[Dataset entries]
----------
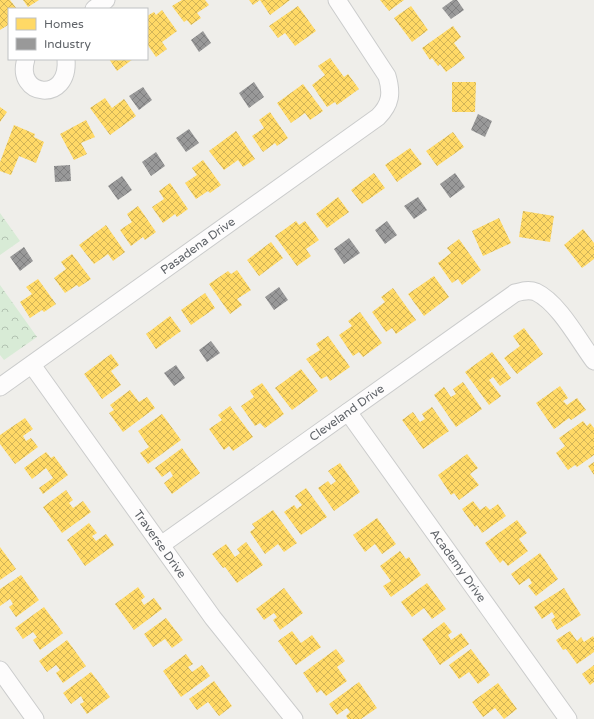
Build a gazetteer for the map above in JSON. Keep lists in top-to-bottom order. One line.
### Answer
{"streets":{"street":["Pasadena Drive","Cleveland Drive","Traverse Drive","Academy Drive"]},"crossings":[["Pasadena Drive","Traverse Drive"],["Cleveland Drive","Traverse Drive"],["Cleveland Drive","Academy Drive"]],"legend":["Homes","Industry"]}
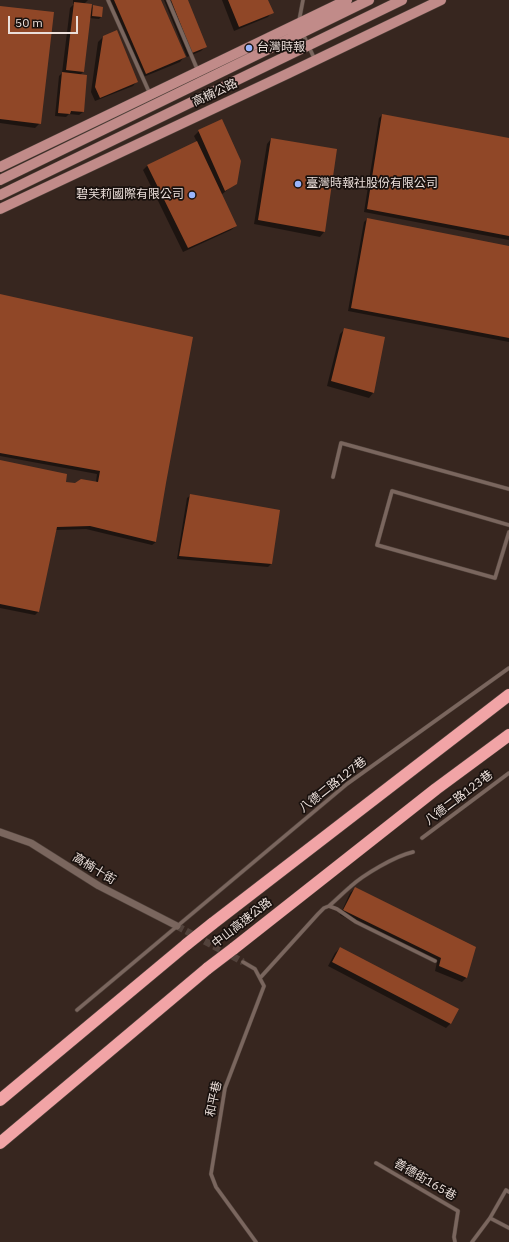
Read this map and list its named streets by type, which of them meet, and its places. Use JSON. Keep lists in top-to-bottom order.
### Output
----------
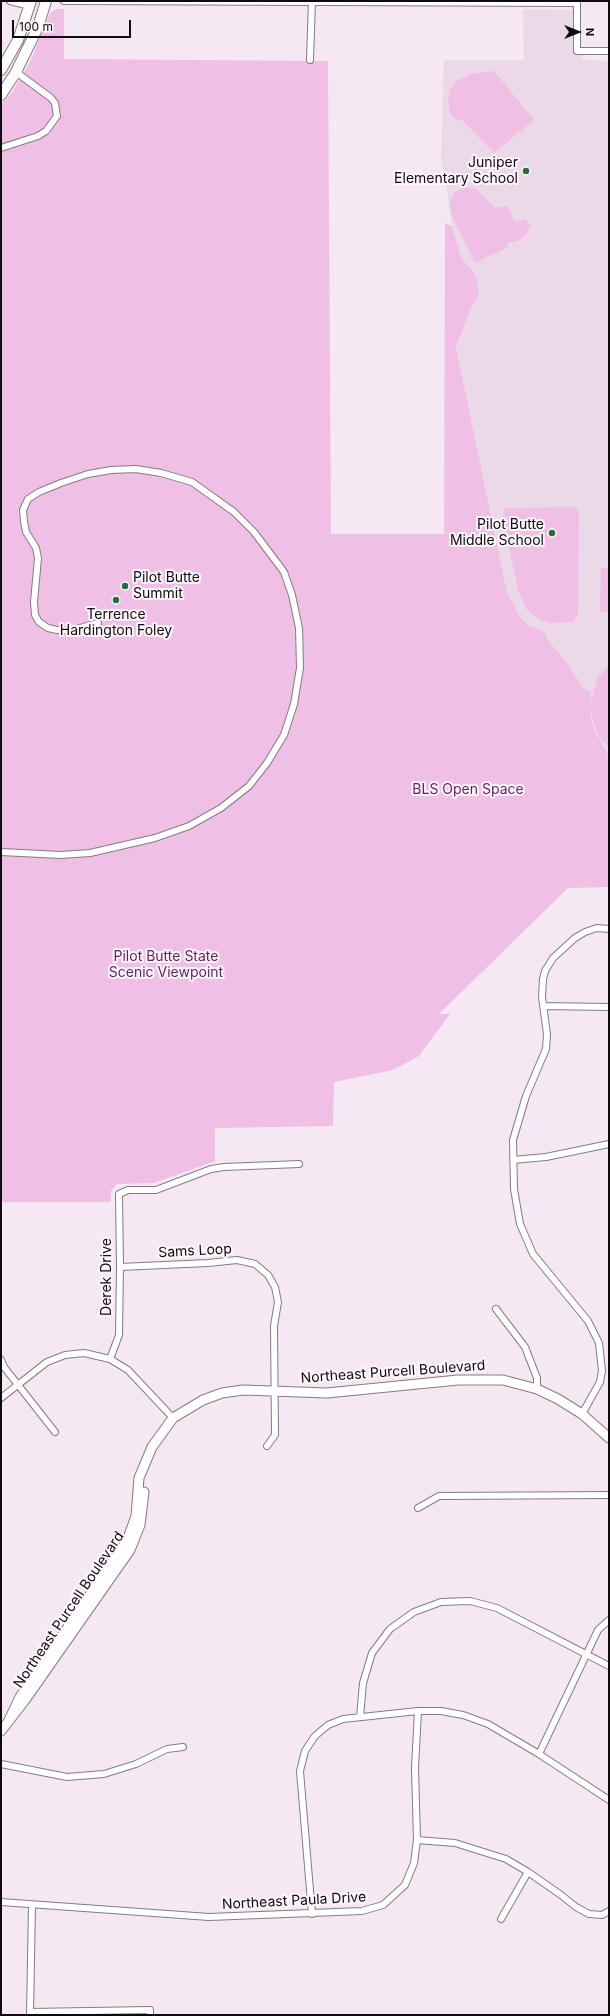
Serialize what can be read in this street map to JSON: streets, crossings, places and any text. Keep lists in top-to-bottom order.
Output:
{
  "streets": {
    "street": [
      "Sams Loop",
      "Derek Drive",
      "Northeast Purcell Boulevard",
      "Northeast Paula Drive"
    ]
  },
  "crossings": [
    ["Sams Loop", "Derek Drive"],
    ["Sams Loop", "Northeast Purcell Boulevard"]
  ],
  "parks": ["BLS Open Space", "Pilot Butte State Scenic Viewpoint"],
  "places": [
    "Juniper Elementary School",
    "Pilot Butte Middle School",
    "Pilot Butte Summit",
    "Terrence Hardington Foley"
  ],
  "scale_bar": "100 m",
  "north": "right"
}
----------
■ Exercise description:
Please go through the data above and copy each line containing the word "order".

■ Exercise solution:
Build a gazetteer for the map above in JSON. Keep lists in top-to-bottom order. One line.
Read this map and list its named streets by type, which of them meet, and its places. Use JSON. Keep lists in top-to-bottom order.
Serialize what can be read in this street map to JSON: streets, crossings, places and any text. Keep lists in top-to-bottom order.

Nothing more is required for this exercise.